Francisca contou que ela conheceu ao marido em torno dos 20 anos e era recém-formado em Medicina. Após a formatura, ele foi fazer uma residência médica em outro país, no qual chegaram a passar fome por conta da demora da bolsa. Depois, ele foi fazer mestrado e se tornou professor da Universidade Federal do Rio Grande do Norte (UFRN). Após a vida feita e morando num bairro nobre da cidade do Natal, eles resolveram ter um filho, no qual o colocou na melhor escola e teve todas as condições que um jovem de Classe Média Alta de Natal tivesse.
“Eu tive uma única filha, fui mãe muito tarde. Por isso, eu só tive ela. Com 20 anos, ela conheceu o marido dela, se formou em Odontologia e eu tive dois netos. Você a conhece? Ela é uma dentista conceituada na cidade.”. Até hoje, ela guarda a carteira com a foto do seu então marido. “Essas foram as últimas fotos dele”.
Após a morte do marido, ela resolveu cuidar dela por conta própria. Apesar das dificuldades da velhice, ela reclama que quando as pessoas envelhecem, os veem como pobres coitados que não sabem fazer nada ou os ignoram completamente. Ela comentou que adora um feijão preto e um bom arroz, que “conhece todos os garçons do restaurante e sabe o nome de cada um”. Agora, ela chama um deles para perguntar se é verdade.
Por ela, ficava a tarde toda. Eu acabo o meu prato e depois me despeço da dona Francisca. Percebi que independente de ser classe média ou baixa, os idosos no Brasil são bastante abandonados. Não estou falando apenas em serem jogados no asilo, mas de que as pessoas não querem conversar “com gente velha”.
Isto é o resultado das últimas décadas, no qual surgiu uma geração de pais sem filhos presentes, por força de uma cultura de independência e autonomia levada ao extremo, que impacta negativamente no modo de vida de toda a família. Muitos filhos adultos ficam irritados por precisarem acompanhar os pais idosos ao médico, aos laboratórios. Irritam-se pelo seu andar mais lento e suas dificuldades de se organizar no tempo, sua incapacidade crescente de serem ágeis nos gestos e decisões.
A “justificativa” dos filhos é o trabalho, nova família ou estudos. Pais órfãos que não se negam a prestar ajuda financeira. Pais mais velhos que sustentam os netos nas escolas e pagam viagens de estudo fora do país.
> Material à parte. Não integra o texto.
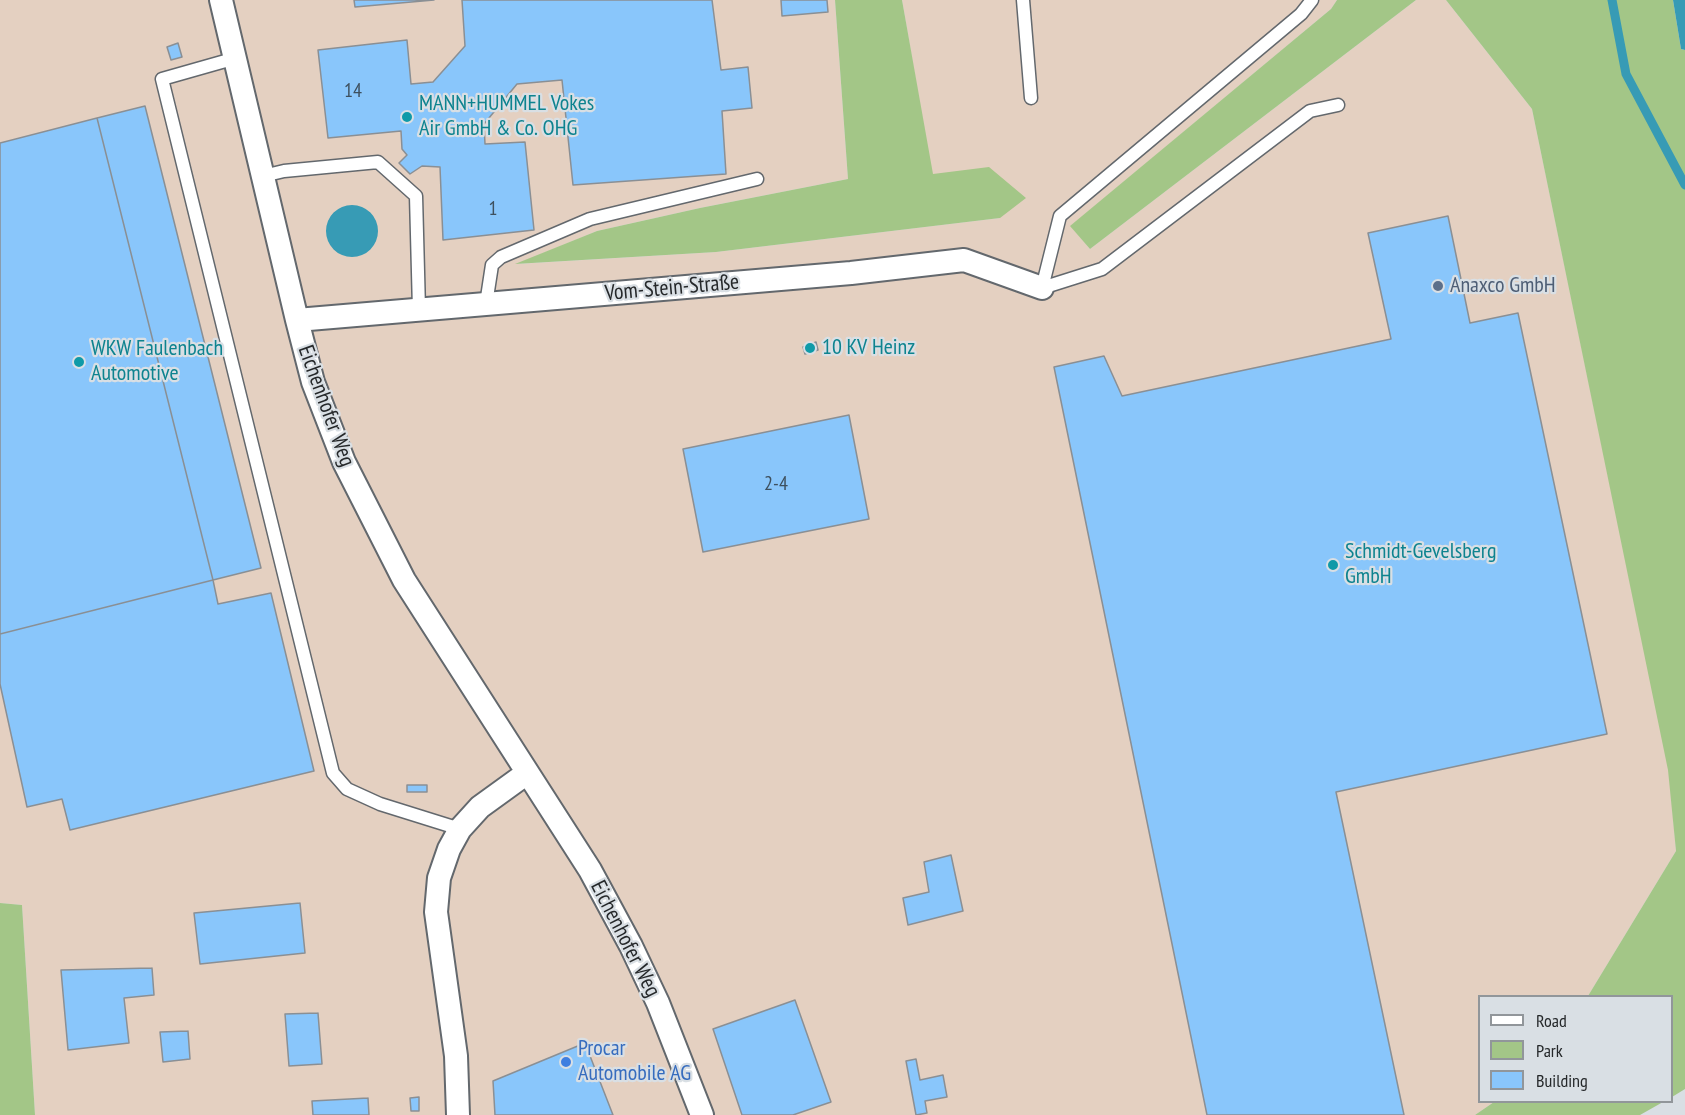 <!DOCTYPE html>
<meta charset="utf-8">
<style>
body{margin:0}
#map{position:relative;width:1685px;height:1115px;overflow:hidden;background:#d9dfe4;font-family:"PT Sans Narrow",sans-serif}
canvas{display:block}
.legend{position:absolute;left:1478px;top:995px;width:195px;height:108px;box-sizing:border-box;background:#d9dfe4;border:2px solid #91969a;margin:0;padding:8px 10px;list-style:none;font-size:18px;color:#25282a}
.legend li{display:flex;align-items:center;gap:12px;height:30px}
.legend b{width:30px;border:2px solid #91969a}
</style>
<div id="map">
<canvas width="1685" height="1115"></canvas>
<ul class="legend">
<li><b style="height:8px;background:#fff"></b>Road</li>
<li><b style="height:16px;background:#a3c687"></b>Park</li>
<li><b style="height:16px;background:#89c6fb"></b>Building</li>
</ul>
</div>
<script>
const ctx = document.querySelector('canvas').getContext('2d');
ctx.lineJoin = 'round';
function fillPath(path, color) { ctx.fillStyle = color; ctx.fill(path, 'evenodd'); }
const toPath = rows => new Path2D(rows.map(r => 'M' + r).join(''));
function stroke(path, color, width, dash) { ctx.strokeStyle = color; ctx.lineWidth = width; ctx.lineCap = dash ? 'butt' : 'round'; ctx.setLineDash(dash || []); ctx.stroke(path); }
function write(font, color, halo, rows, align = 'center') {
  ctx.font = font + ' "PT Sans Narrow",sans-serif'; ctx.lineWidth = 4.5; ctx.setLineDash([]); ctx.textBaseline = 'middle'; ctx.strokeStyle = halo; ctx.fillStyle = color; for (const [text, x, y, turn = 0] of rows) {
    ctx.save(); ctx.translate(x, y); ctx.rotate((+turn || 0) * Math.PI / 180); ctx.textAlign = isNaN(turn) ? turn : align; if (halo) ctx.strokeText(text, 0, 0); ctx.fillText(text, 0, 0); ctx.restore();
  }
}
const industrial = toPath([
 [0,0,835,0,848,179,700,208,597,231,517,264,716,252,1000,218,932,174,902,0,1337,0,1331,9,1071,226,1090,249,1416,0,1446,0,1532,109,1669,770,1676,851,1588,996,1480,996,1480,1102,1494,1102,1475,1115,35,1115,22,905,0,903]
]);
const green = toPath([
 [835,0,902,0,933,174,989,167,1026,198,1000,218,716,252,515,264,597,231,700,208,848,179],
 [1337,0,1416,0,1090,249,1070,226,1331,9],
 [1446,0,1673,0,1681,49,1685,50,1685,1089,1672,1097,1672,996,1588,996,1676,851,1668,770,1532,109],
 [0,903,22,905,35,1115,0,1115],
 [1494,1102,1663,1102,1640,1115,1475,1115]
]);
const water = toPath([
 [1673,0,1685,0,1685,50,1681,49],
 '326 231a26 26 0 1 1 52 0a26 26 0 1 1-52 0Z'
]);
const stream = toPath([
 [1612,0,1626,74,1685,185]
]);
const building = toPath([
 [354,0,434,0,355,7,354,0],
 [462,0,712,0,721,70,748,67,752,108,722,111,726,174,573,185,562,80,517,84,484,124,485,144,525,142,534,230,443,240,440,167,422,166,410,174,399,163,407,155,402,149,401,131,328,138,318,50,407,40,411,84,433,82,465,46,462,0],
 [781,0,827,0,828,12,782,16,781,0],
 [178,43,182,57,171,60,167,47,178,43],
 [145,106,261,568,213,580,97,118,145,106],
 [97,118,213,580,0,634,0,143,97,118],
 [1448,216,1470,323,1518,313,1607,734,1336,792,1404,1115,1207,1115,1054,367,1104,356,1122,396,1391,339,1368,233,1448,216],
 [816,342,818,350,805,354,803,347,816,342],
 [849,415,869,519,703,552,683,449,849,415],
 [213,580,218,604,271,593,314,771,70,830,62,799,27,807,0,684,0,634,213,580],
 [407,785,427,785,427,792,407,792,407,785],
 [951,855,963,911,908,925,903,898,929,892,924,862,951,855],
 [300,903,305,953,200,964,194,913,300,903],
 [152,968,154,995,124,998,129,1043,68,1050,61,970,152,968],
 [795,1000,831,1102,793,1115,742,1115,713,1029,795,1000],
 [318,1013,322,1064,289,1066,285,1014,318,1013],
 [188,1031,190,1059,163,1062,160,1032,188,1031],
 [585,1043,613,1115,495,1115,493,1081,585,1043],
 [916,1059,920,1080,943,1075,947,1097,925,1101,927,1113,916,1115,906,1061,916,1059],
 [419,1097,419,1111,411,1111,410,1098,419,1097],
 [368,1098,369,1115,313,1115,312,1101,368,1098]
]);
const lane = toPath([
 [1023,0,1031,98],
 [236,58,162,79,333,773,347,789,380,804,460,829],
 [263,176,284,171,378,162,416,196,419,310],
 [1042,288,1060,216,1301,14,1312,0],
 [1042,288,1102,269,1310,111,1338,105],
 [486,304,492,265,501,257,590,219,757,179]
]);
const street = toPath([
 [221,0,297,320,313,382,344,462,404,580,590,870,631,946,658,1003,702,1115],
 [297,320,851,273,964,260,1042,288],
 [458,1115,456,1056,436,912,439,878,449,849,460,829,480,807,527,773]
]);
const markers = [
 [407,117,6,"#0f9aa8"],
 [1438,286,6,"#5c6f8a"],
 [810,348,6,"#0f9aa8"],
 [79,362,6,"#0f9aa8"],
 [1333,565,6,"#0f9aa8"],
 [566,1062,6,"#3f7fe0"]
];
const numberNames = [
 ["14",353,91],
 ["1",493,209],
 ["2-4",776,484]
];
const cultureNames = [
 ["MANN+HUMMEL Vokes",419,104],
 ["Air GmbH & Co. OHG",419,129],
 ["10 KV Heinz",822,348],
 ["WKW Faulenbach",91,349],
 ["Automotive",91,374],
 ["Schmidt-Gevelsberg",1345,552],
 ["GmbH",1345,577]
];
const serviceNames = [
 ["Anaxco GmbH",1450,286]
];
const streetNames = [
 ["Vom-Stein-Straße",672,288,-5],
 ["Eichenhofer Weg",326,406,70],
 ["Eichenhofer Weg",625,939,63]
];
const shopNames = [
 ["Procar",578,1049],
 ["Automobile AG",578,1074]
];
fillPath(industrial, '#e4d0c1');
fillPath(green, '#a3c687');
fillPath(water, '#379bb5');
stroke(stream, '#379bb5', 9);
fillPath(building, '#89c6fb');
stroke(building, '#8a8f94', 1.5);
stroke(lane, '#63686d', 15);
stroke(street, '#63686d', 26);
stroke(lane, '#fff', 12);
stroke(street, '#fff', 22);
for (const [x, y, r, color] of markers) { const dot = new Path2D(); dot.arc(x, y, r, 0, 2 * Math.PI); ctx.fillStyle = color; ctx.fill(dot); stroke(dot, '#d9dfe4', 2); }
write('20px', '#3e505e', null, numberNames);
write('22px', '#0d838f', '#d9dfe4', cultureNames, 'left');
write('22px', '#4e5e75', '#d9dfe4', serviceNames, 'left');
write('22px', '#25282a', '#d9dfe4', streetNames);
write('22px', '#366cbe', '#d9dfe4', shopNames, 'left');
</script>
Pais que cedem seus créditos consignados para filhos contraírem dívidas em seus honrados nomes, que lhes antecipam herança. Mas que não têm assento à vida familiar dos mais jovens, seus próprios filhos e netos, em razão – talvez, não diretamente de seu desinteresse, nem de sua falta de tempo – mas da crença de que seus pais se bastam.
Este estilo de vida, nos dias comuns, que não inclui conversa amena e exclui a ‘presença a troco de nada, só para ficar junto’, dificulta ou, mesmo, impede o compartilhar de valores e interesses por parte dos membros de uma família na atualidade, resulta de uma cultura baseada na afirmação das individualidades e na política familiar focada nos mais jovens, nos que tomam decisões ego-centradas e na alta velocidade: tudo muito veloz, tudo fugaz, tudo incerto e instável.
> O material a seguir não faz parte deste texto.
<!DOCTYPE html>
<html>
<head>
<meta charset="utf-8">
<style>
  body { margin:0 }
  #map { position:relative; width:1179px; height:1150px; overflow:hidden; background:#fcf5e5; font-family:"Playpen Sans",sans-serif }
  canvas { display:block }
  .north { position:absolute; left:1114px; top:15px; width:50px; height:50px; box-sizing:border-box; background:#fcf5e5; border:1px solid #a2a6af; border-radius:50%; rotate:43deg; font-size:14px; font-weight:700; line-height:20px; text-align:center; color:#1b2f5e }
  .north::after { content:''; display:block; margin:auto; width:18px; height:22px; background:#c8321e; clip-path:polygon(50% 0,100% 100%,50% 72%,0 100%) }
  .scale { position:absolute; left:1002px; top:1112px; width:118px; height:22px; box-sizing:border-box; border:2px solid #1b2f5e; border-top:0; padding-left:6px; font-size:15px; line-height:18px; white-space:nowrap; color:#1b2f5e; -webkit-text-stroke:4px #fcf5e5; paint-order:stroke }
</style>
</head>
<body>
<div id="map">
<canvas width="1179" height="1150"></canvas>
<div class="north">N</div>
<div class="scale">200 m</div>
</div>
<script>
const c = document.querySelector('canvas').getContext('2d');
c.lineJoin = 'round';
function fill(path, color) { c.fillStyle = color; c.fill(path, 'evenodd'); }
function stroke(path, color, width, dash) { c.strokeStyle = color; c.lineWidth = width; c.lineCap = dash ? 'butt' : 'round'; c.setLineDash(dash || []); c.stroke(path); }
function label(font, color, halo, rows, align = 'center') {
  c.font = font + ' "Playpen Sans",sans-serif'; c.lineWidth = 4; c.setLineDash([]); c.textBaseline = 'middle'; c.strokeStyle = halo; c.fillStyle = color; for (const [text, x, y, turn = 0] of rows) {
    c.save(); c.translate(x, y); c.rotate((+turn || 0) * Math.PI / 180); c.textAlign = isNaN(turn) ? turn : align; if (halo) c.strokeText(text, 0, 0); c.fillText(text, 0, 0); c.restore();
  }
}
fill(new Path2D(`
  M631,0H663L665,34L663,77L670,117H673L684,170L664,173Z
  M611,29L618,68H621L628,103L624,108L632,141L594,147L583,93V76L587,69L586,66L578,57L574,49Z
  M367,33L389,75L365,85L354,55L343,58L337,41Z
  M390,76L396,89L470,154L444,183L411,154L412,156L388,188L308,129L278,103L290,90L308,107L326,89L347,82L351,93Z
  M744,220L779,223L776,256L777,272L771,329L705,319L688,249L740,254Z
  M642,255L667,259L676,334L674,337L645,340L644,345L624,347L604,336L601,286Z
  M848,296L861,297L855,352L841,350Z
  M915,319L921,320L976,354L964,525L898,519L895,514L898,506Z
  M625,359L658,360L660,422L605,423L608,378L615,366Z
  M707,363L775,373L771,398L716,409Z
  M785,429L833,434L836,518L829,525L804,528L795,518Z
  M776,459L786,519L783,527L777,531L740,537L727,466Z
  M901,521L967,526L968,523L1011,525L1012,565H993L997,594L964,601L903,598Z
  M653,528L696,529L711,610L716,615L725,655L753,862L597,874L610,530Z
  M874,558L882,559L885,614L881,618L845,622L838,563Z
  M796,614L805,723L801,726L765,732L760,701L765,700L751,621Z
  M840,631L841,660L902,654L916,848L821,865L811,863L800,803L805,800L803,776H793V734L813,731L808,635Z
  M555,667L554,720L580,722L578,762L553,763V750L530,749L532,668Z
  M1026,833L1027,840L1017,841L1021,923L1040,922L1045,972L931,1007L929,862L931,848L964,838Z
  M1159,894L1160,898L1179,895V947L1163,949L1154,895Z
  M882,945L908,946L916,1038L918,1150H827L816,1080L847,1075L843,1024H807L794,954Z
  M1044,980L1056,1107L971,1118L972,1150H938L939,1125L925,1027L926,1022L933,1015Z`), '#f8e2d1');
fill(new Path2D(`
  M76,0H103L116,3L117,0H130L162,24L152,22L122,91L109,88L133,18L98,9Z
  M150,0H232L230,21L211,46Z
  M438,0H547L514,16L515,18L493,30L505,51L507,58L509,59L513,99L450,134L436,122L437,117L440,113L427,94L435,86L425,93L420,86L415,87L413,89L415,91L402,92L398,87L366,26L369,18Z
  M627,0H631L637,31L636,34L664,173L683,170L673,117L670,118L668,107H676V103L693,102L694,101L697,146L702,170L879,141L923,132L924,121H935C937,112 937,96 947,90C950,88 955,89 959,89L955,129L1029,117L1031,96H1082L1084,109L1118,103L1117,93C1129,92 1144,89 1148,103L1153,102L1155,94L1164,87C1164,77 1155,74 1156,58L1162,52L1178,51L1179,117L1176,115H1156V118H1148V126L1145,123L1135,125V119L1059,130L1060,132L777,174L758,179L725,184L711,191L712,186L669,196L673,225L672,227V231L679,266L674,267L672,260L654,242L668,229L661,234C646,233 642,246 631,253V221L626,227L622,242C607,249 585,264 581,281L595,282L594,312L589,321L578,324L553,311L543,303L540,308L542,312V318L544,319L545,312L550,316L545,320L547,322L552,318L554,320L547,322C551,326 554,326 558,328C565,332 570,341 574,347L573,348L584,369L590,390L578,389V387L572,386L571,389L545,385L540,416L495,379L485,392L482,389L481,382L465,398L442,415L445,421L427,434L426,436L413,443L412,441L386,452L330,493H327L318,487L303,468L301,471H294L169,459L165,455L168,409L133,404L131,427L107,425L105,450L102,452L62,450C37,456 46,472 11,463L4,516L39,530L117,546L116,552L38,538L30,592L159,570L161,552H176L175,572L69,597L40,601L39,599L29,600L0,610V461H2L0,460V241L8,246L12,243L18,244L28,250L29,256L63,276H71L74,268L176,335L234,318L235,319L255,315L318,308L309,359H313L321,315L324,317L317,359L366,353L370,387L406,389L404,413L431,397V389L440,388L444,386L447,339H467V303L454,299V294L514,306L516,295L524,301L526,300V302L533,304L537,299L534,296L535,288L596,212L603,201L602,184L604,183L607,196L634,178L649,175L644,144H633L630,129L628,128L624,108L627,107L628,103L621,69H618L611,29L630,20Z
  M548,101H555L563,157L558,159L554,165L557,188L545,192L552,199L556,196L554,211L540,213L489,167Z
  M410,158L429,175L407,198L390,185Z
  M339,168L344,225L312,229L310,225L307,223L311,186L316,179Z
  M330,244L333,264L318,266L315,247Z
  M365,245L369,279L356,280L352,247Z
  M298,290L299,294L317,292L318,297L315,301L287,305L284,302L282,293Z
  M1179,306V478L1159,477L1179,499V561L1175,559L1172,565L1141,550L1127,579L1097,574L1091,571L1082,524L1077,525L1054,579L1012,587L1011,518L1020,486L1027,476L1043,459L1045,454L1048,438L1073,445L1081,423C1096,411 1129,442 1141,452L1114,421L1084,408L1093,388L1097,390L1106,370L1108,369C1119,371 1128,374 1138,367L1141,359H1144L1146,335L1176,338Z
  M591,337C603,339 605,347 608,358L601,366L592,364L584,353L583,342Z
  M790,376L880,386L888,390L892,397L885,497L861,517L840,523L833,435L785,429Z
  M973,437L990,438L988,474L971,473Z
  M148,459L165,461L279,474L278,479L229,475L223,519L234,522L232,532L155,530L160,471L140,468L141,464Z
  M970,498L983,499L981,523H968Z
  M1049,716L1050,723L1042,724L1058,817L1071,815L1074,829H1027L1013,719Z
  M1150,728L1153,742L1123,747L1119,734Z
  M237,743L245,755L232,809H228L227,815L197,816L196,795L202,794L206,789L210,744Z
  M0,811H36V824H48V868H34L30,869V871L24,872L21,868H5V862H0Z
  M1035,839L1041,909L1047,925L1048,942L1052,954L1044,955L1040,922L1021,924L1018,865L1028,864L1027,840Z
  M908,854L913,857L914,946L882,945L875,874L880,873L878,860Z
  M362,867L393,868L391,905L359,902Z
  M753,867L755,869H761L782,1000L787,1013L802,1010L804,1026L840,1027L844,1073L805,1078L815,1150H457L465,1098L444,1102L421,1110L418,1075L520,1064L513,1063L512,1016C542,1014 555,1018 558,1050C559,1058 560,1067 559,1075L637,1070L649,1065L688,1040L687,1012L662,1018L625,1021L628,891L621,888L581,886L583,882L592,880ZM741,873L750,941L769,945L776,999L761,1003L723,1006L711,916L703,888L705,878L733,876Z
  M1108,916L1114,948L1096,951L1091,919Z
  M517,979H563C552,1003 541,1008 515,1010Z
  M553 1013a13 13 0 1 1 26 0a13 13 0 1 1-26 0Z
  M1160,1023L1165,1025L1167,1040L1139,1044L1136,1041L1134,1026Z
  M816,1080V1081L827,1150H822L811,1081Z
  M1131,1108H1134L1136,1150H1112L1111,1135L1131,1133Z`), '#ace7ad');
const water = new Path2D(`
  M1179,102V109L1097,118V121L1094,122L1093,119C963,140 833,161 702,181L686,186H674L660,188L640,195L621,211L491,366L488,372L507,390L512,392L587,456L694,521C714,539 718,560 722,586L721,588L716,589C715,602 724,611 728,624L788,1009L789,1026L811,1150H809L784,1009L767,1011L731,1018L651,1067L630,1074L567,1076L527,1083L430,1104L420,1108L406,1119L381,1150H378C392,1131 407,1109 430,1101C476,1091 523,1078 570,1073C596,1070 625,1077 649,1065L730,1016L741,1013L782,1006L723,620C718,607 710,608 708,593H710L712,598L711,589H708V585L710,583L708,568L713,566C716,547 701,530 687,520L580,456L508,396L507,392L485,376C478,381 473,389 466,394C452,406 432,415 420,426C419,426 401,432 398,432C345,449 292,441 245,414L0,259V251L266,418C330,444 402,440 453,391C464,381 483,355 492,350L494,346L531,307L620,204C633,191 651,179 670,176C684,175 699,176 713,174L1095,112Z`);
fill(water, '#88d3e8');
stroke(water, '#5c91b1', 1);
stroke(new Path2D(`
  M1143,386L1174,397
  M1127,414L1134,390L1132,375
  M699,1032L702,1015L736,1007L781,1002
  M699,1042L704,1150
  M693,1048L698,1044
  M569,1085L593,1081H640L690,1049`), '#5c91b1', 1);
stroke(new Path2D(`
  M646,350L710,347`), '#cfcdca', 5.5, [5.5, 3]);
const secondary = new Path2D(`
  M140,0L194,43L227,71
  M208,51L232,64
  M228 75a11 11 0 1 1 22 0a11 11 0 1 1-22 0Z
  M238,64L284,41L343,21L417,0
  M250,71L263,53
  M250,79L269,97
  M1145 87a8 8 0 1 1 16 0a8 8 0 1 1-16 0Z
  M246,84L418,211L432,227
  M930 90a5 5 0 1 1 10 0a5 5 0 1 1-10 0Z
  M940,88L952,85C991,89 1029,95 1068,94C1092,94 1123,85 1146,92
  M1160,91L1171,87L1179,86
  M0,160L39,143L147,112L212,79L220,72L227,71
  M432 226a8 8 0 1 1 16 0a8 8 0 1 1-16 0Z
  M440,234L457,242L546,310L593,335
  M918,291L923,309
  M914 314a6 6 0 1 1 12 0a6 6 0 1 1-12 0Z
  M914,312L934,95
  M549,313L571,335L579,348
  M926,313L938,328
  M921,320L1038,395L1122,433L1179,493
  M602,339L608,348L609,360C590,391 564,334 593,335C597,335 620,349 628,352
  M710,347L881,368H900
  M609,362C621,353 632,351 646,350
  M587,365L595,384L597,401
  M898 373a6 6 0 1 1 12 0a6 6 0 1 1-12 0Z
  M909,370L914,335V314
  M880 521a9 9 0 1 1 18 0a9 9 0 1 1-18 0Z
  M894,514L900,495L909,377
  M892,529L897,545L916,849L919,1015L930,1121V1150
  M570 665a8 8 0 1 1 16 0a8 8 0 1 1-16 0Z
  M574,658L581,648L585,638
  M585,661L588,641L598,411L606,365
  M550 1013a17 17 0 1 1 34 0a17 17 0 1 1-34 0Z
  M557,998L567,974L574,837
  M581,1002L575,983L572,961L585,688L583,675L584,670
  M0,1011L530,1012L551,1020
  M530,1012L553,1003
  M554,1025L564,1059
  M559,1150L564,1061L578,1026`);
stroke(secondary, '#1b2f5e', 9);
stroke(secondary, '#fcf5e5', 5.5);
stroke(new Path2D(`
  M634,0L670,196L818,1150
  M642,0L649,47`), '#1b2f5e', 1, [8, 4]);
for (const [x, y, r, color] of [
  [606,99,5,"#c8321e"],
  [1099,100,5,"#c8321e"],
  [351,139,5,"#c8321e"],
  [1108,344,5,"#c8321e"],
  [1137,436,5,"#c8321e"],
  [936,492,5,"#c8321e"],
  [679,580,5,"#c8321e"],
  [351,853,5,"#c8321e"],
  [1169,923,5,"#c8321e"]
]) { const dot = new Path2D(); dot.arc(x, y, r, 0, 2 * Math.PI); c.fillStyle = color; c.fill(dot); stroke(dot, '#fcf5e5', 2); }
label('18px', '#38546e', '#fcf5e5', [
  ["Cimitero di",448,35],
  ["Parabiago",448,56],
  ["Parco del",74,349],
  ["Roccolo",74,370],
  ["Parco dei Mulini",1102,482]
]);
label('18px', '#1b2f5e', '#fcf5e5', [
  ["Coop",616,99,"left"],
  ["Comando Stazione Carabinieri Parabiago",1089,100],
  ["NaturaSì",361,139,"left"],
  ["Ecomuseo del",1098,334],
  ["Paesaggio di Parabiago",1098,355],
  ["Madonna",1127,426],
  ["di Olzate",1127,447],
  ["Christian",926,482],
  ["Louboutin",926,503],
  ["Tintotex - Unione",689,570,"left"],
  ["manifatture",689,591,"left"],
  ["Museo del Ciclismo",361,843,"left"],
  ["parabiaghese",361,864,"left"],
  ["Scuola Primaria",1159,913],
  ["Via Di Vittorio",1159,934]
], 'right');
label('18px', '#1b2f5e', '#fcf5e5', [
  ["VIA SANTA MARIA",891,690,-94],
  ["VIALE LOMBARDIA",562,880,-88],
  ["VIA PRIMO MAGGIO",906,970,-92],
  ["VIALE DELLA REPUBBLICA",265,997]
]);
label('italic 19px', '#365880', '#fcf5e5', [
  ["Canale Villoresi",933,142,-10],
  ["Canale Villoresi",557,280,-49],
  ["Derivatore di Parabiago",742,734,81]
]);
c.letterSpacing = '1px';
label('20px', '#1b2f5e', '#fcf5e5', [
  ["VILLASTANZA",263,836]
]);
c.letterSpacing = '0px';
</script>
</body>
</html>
Instalou-se e aprofundou-se nos pais, nem tão velhos assim, o sentimento de abandono. E de desespero. O universo de relacionamento nas sociedades líquidas assegura, falada pelo saudoso Zygmunt Bauman, a insegurança permanente e monta uma armadilha em que redes sociais são suficientes para gerar controle e sentimento de pertença. Não passam, porém, de ilusões que mascaram as distâncias interpessoais que se acentuam e que esvaziam de afeto, mesmo aquelas que são primordiais: entre pais e filhos e entre irmãos.
A irritação por precisar mudar alguns hábitos. Muitos filhos adultos ficam irritados por precisarem acompanhar os pais, fazendo com que a relação afetiva entre pais e filhos sejam cada vez mais escassas.
Para muitos consideram os novos desvalidos do século XXI.